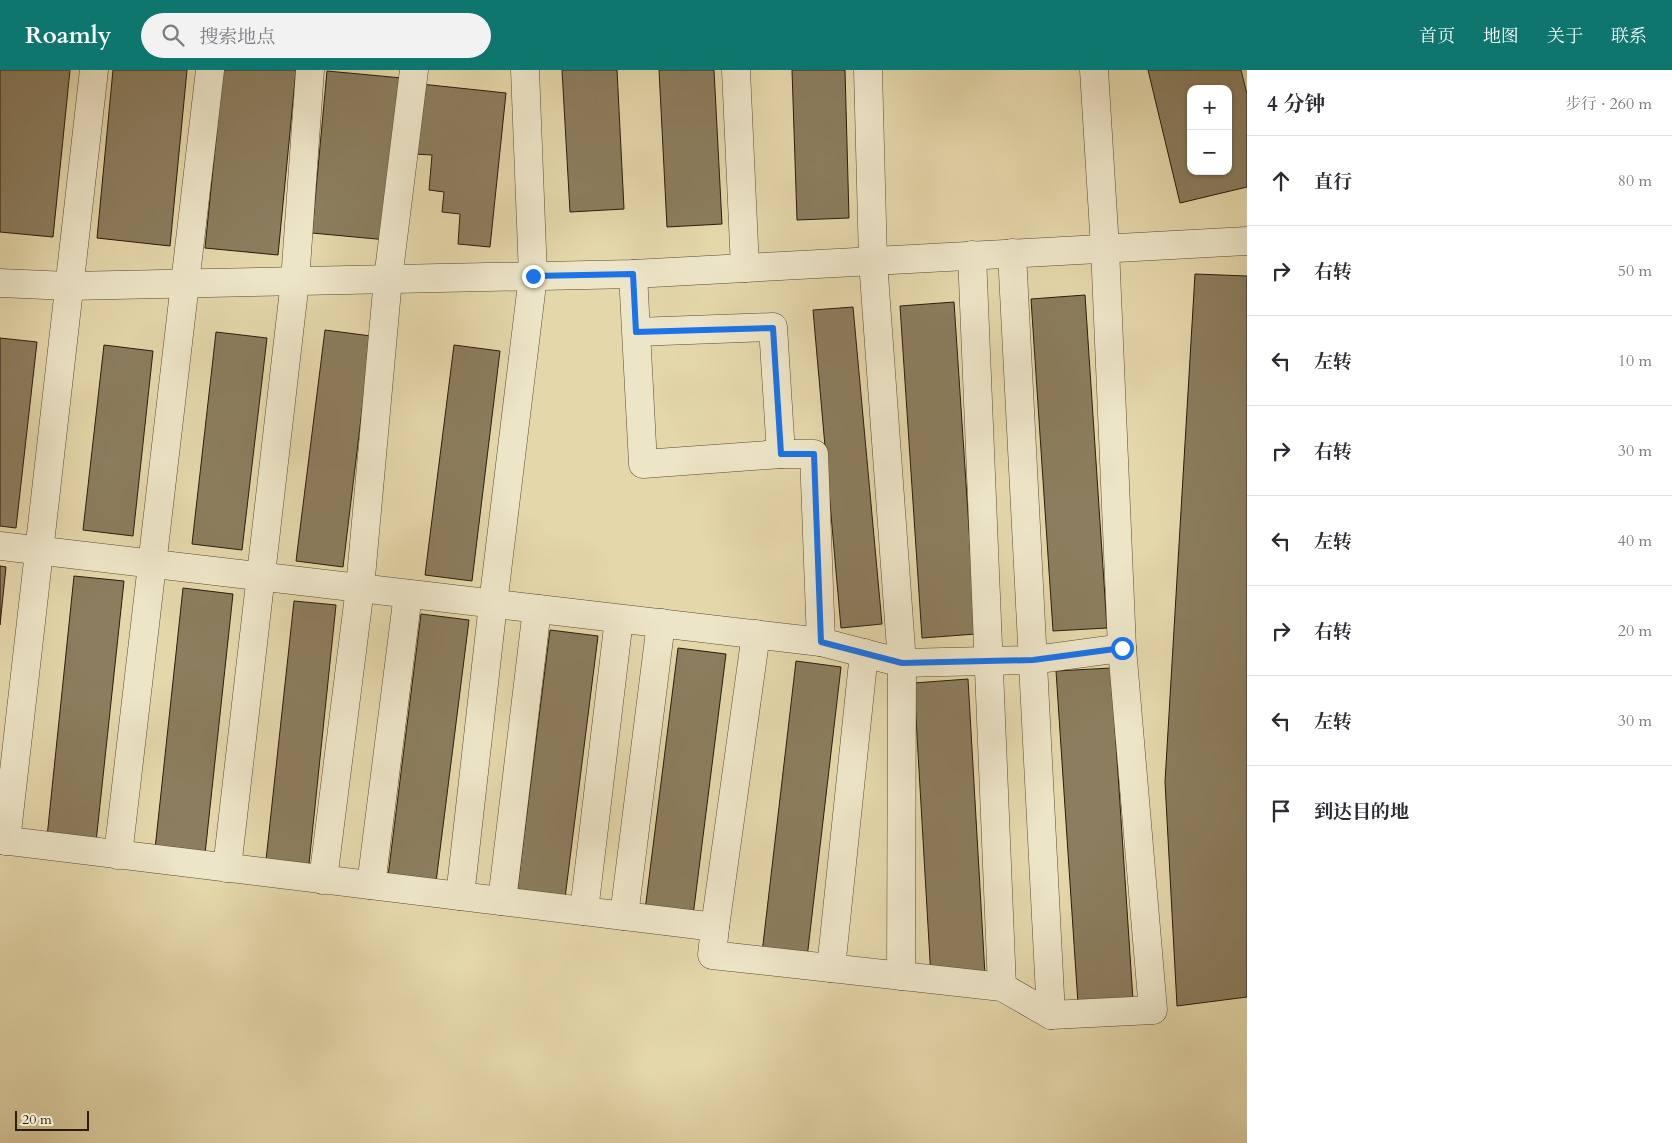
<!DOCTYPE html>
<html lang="zh">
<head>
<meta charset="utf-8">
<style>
	body { margin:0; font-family:Cardo,"Noto Serif SC",serif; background:#f2f2f3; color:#2b2b33 }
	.controls { position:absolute; right:15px; top:15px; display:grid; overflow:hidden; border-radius:10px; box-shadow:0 1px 4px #0004 }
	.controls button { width:45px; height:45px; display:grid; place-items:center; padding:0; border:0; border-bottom:1px solid #e1e1e2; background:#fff; color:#2b2b33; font:25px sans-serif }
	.scale { position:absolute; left:15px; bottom:12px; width:74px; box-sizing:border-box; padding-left:5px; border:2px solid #2a1b0b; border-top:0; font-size:14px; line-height:18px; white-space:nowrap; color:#2a1b0b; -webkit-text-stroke:4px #ede5c8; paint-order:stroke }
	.stop { position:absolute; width:15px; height:15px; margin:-11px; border:4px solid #1a73e8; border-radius:50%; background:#fff }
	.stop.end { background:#1a73e8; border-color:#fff; box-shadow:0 1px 5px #0008 }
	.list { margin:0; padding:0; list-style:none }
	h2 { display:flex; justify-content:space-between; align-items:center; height:65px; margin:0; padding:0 20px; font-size:21px }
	h2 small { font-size:16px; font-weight:400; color:#7c7c81 }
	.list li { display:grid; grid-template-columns:32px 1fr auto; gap:15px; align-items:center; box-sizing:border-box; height:90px; padding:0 20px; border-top:1px solid #e1e1e2 }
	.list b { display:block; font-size:19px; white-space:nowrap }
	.list em { font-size:16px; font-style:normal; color:#7c7c81 }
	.icon { flex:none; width:28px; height:28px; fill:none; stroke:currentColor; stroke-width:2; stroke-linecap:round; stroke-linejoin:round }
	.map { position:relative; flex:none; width:1247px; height:1073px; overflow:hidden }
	header { display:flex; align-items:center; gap:30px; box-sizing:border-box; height:70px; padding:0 25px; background:#0f766e; color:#fff }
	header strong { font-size:24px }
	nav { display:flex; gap:28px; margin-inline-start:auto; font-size:18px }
	.search { width:350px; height:45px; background:#f2f2f3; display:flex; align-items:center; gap:12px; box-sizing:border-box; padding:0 18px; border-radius:28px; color:#7c7c81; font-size:19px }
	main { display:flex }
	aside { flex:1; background:#fff }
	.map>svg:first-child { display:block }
</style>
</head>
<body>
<header>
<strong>Roamly</strong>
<div class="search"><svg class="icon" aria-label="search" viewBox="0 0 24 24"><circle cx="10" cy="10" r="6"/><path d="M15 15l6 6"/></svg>搜索地点</div>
<nav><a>首页</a><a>地图</a><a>关于</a><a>联系</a></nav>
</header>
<main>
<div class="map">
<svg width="1247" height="1073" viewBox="0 0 1247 1073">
	<rect width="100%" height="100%" fill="#e4d7aa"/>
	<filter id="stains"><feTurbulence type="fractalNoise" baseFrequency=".004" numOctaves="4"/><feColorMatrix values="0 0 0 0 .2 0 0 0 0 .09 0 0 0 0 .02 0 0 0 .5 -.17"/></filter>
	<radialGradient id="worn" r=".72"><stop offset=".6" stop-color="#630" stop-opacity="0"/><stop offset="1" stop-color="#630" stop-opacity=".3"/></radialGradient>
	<!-- building -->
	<g fill="#8b7d5e" stroke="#2a1b0b" fill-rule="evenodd">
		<path d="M0,0H70L53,167L0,162Z"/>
		<path d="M113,0H187L170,176L97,168Z"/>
		<path d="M223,0H296L278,185L205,178Z"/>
		<path d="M562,0H617L624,139L570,142Z"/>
		<path d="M659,0H714L722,154L667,157Z"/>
		<path d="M792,0H845L849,148L797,150Z"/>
		<path d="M1148,0H1241L1247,24V117L1180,133ZM1191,19H1228V101H1191Z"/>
		<path d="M327,1L402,8L387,170L312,163Z"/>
		<path d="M421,14L506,23L490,177L458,174L460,144L442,142L444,122L429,120L432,85L413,84Z"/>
		<path d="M1195,204L1247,206V927L1177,936L1165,712Z"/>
		<path d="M1085,225L1107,558L1053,561L1031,229Z"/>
		<path d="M954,232L976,564L922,568L900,236Z"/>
		<path d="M853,237L882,554L841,558L813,240Z"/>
		<path d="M325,260L371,266L343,497L296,491Z"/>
		<path d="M216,262L267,268L242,480L192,474Z"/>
		<path d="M0,268L37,272L16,458L0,456Z"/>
		<path d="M104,275L153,281L133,466L83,460Z"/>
		<path d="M454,275L500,281L472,511L425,505Z"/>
		<path d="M0,496L6,497L0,555Z"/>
		<path d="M74,506L124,511L96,772L47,767Z"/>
		<path d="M183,518L233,524L205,784L155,779Z"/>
		<path d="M294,531L336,535L309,794L266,790Z"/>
		<path d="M421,544L469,550L436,812L388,806Z"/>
		<path d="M550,560L598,566L565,828L517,822Z"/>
		<path d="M678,578L726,584L693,846L645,840Z"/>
		<path d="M796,591L841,597L807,888L762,883Z"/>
		<path d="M1111,598L1133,930L1078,934L1056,601Z"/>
		<path d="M968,609L985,905L931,908L914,613Z"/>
	</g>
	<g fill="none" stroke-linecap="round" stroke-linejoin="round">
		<defs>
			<g id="minor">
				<path d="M736,0L745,198"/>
				<path d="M868,0L873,191L902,593L901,906"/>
				<path d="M1012,183L1051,945"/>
				<path d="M972,185L1002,917"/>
				<path d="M633,204L643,394L781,384L773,257L636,262"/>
				<path d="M0,213L69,216L633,204L1247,171"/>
				<path d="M781,384H814L821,572"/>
				<path d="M0,476L821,572L902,593L1033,590L1122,578"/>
				<path d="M0,770L715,857L712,885L1002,917L1051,945L1153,940L1122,578L1105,178L1094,0"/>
				<path d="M6,771L94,0"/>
				<path d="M118,785L210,0"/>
				<path d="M227,798L295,211L310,0"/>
				<path d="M323,810L360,518L388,209L414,0"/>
				<path d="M371,815L408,524"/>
				<path d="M460,826L493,534L533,206L525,0"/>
				<path d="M502,831L537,539"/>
				<path d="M584,841L619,549"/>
				<path d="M624,846L661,553"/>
				<path d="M715,857L756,564"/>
				<path d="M831,898L864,583"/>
			</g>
		</defs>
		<!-- minor casing -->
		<use href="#minor" stroke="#584a33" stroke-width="29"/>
		<!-- minor -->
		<use href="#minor" stroke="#ede5c8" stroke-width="28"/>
	</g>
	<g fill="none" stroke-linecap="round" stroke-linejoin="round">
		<!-- route -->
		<path stroke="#1a73e8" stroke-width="6" d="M533,206L633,204L636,262L773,258L781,384H814L821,572L902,593L1033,590L1122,578"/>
	</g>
	<rect width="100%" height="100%" filter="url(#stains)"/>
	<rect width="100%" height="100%" fill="url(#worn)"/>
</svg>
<div class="controls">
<button>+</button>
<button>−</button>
</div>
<div class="scale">20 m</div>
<div class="stop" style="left:1122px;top:578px"></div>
<div class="stop end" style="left:533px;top:206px"></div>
</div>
<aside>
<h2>4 分钟<small>步行 · 260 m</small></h2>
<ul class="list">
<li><svg class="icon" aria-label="ahead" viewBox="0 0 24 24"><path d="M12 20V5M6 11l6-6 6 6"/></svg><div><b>直行</b></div><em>80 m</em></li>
<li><svg class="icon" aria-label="right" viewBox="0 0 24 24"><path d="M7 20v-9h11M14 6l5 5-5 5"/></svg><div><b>右转</b></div><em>50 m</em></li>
<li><svg class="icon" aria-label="left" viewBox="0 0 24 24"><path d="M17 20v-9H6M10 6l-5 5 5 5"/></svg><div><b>左转</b></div><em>10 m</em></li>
<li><svg class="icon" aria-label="right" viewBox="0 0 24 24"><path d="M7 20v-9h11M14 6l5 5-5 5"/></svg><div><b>右转</b></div><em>30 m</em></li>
<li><svg class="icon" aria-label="left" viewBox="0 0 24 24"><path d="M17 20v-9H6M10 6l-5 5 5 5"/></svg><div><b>左转</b></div><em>40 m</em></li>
<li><svg class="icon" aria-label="right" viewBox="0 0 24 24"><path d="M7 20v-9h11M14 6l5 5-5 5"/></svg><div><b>右转</b></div><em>20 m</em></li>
<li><svg class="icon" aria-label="left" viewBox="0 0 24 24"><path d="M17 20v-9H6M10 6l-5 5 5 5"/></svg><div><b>左转</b></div><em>30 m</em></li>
<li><svg class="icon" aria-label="arrive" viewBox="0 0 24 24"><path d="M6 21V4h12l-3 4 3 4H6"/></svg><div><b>到达目的地</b></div></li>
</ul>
</aside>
</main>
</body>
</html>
+++
Where a picture appears, omit it; otherwise reproduce each line above from the first to the one with "position:absolute; right:15px; top:15px;", inclusive.

SOLUTION ▸
<!DOCTYPE html>
<html lang="zh">
<head>
<meta charset="utf-8">
<style>
	body { margin:0; font-family:Cardo,"Noto Serif SC",serif; background:#f2f2f3; color:#2b2b33 }
	.controls { position:absolute; right:15px; top:15px; display:grid; overflow:hidden; border-radius:10px; box-shadow:0 1px 4px #0004 }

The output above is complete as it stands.